I mean, let's take a moment to look at that being laid off thing: does that mark this as a subtle inquiry into marital mores under neoliberalism? I guess. And the firm that hires Tabernacle late in the play is Swedish, so we have some point about the contemporary EU and transnationalism. And, then, maybe that's the point: that life under neoliberalism is so crushingly boring that--I dunno? We need shitty light farce? Or, maybe, that we're doomed to it?

So rote and uninspired as to be nearly avant-garde--I'm still half afraid that I missed the subtle point that would indicate this airless hetero farce, which could have been written at any point since about 1905, was in fact some terribly up-to-date inquiry into gender roles.
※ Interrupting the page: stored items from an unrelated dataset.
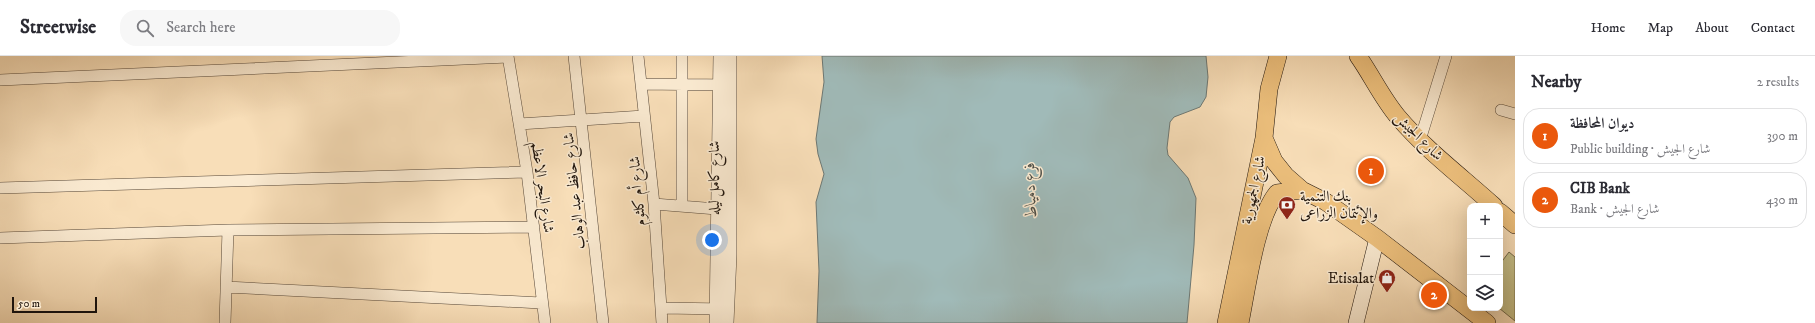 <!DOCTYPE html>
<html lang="en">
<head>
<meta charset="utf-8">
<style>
  body { margin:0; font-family:"IM FELL DW Pica",Amiri,serif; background:#f7f7f7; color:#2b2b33 }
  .controls { position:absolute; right:12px; bottom:12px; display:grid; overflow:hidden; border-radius:8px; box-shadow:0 4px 16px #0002 }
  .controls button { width:36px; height:36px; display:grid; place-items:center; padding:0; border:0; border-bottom:1px solid #e1e1e2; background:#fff; color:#2b2b33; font:20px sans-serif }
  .scale { position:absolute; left:12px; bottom:10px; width:85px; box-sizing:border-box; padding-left:4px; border:2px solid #20150d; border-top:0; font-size:11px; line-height:14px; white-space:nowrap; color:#20150d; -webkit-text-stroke:3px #faead1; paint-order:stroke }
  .you { position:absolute; left:712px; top:184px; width:14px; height:14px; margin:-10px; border:3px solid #fff; border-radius:50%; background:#1a73e8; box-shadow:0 0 0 6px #1a73e833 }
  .badge { display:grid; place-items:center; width:26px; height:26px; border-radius:50%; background:#ea580c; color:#fff; font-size:13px; font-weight:700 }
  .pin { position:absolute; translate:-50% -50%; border:2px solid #fff; box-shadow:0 1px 4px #0006 }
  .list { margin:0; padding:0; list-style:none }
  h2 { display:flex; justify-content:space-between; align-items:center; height:52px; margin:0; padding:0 16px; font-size:17px }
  h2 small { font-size:13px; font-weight:400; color:#7c7c81 }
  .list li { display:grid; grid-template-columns:26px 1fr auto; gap:12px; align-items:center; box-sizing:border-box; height:56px; margin:0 8px 8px; padding:0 8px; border:1px solid #e1e1e2; border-radius:16px }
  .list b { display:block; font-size:15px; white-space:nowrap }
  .list p { margin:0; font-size:13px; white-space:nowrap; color:#7c7c81 }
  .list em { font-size:13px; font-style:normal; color:#7c7c81 }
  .icon { flex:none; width:22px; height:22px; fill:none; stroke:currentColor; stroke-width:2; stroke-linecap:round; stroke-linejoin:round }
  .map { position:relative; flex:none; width:1515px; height:267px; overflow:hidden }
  header { display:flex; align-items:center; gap:24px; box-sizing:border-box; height:56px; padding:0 20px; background:#fff; border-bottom:1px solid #e1e1e2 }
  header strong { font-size:19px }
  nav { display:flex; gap:22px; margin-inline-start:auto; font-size:14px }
  .search { width:280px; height:36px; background:#f7f7f7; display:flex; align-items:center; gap:10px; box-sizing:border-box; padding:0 14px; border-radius:16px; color:#7c7c81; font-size:15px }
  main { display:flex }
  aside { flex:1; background:#fff }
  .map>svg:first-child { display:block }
</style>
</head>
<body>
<header>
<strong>Streetwise</strong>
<div class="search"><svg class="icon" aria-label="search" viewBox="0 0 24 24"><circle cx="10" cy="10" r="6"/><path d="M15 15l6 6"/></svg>Search here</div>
<nav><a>Home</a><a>Map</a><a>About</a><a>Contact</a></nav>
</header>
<main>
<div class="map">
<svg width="1515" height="267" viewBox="0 0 1515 267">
  <rect width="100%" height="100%" fill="#f8deb8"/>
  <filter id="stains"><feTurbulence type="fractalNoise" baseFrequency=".005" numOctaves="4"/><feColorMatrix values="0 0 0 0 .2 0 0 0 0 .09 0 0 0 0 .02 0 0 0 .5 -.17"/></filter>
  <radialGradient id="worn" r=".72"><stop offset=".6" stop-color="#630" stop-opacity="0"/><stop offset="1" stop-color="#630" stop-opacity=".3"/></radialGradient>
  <path fill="#c5bf89" stroke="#726a4b" d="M1509 196 1515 201V265L1499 252 1500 208Z"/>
  <path fill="#a0bab8" stroke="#6d7874" d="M822 0H1206L1208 21 1206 41 1200 51 1174 61 1170 66 1167 92 1168 99 1188 122 1196 142 1194 189 1187 267H817L819 215 816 146 824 118 818 98 816 83 824 26Z"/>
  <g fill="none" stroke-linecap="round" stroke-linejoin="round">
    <defs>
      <path id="minor" d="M508 0 527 116 545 267
        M574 0 603 267
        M638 0 654 148 662 267
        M682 0V150
        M0 24 508 1
        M641 28 728 29
        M1501 54 1515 58
        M519 68 644 60
        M1420 84 1446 0
        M0 132 527 116
        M654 148 717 153
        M0 182 228 174 534 171
        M226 231 541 247
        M662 252 725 253
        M225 267 228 174"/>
      <path id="tertiary" d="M716 267 720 0
        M727 267 730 199V0"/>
      <path id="secondary" d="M1356 267 1377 182"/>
      <path id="primary" d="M1358 0C1372 20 1382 42 1398 61 1426 94 1462 121 1494 150
        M1264 82 1274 105 1286 120 1302 134 1326 146 1377 182 1487 267
        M1500 156 1515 169
        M1226 267 1264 82 1269 33 1278 0
        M1240 267C1247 233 1256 162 1277 137L1302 134"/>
    </defs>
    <use href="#minor" stroke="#564738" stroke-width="12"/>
    <use href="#tertiary" stroke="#564738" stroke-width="14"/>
    <use href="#secondary" stroke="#20150d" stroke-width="16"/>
    <use href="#primary" stroke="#20150d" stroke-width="18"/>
    <use href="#minor" stroke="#faead1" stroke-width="11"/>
    <use href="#tertiary" stroke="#faead1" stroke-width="13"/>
    <use href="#secondary" stroke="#faead1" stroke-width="15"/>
    <use href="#primary" stroke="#ecbf7c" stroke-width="17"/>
  </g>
  <defs>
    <symbol id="bank-pin" viewBox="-11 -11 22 30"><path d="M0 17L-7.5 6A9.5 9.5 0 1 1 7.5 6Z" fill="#8f2418" stroke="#faead1"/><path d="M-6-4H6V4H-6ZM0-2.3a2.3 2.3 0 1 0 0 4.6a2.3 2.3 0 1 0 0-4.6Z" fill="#fff"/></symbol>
    <symbol id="shop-pin" viewBox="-11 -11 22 30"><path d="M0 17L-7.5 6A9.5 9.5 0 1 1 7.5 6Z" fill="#8f2418" stroke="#faead1"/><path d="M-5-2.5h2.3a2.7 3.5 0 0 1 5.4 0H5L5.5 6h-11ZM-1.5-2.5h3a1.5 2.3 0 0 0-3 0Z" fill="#fff"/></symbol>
  </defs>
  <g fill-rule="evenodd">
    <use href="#bank-pin" x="1277" y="139" width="20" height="27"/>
    <use href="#shop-pin" x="1377" y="212" width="20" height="27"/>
  </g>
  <g text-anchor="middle" stroke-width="3" stroke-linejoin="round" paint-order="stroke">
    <g font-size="15" fill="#20150d" stroke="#faead1">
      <text transform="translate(1419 80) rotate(45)" y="5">شارع الجيش</text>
      <text transform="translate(714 122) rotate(-90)" y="5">شارع كامل ليله</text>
      <text transform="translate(543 131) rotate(82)" y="5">شارع البحر الاعظم</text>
      <text transform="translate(1253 134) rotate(-78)" y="5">شارع الجمهورية</text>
      <text transform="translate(574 135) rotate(-96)" y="5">شارع حافظ عبد الوهاب</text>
      <text transform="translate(637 135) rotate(-95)" y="5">شارع أم كلثوم</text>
    </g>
    <g font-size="15" fill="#20150d" stroke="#faead1" text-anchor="start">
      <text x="1300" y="145">بنك التنمية<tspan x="1300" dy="17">والإئتمان الزراعى</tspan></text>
      <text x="1374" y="227" text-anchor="end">Etisalat</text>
    </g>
    <g font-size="16" font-style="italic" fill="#4d4f49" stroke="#faead1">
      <text transform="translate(1029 134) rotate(-92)" y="6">فرع دمياط</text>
    </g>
  </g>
  <rect width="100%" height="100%" filter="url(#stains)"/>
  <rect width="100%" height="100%" fill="url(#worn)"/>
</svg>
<div class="controls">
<button>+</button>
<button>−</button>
<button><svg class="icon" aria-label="layers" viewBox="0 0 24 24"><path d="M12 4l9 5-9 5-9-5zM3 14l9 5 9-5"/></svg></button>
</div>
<div class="scale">50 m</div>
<div class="you"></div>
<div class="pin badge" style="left:1371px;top:115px">1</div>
<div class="pin badge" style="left:1434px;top:239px">2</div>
</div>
<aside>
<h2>Nearby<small>2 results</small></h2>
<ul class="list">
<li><span class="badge">1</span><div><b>ديوان المحافظة</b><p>Public building · شارع الجيش</p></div><em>390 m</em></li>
<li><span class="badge">2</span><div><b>CIB Bank</b><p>Bank · شارع الجيش</p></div><em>430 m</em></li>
</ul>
</aside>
</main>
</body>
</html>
But no: no-one is gay or trans, or even interesting; and the translation seemed only about 95% idiomatic. If someone had told me this script had been generated by computers, I would have been fascinated: they really can do such an amazing job synthesizing genres these days. And the performers did the whole farce-by-numbers thing, acting exactly as you would expect them to; full points there, even as I would assume robots might hit their lines with slightly more accuracy. 

If anyone had ideas here, it was the set designers, from whom I got exactly one idea: that high-end hotels and nice middle-class houses all sort of look the same. That's not exactly Epic Theatre, though.

I fear the audience I was with thought this was fascinating--and, as in (say) reading Foucault translations, I worried that there was some subtle irony (or point of interest altogether) I was missing here. Was I having an off day? Does the Matrix have me?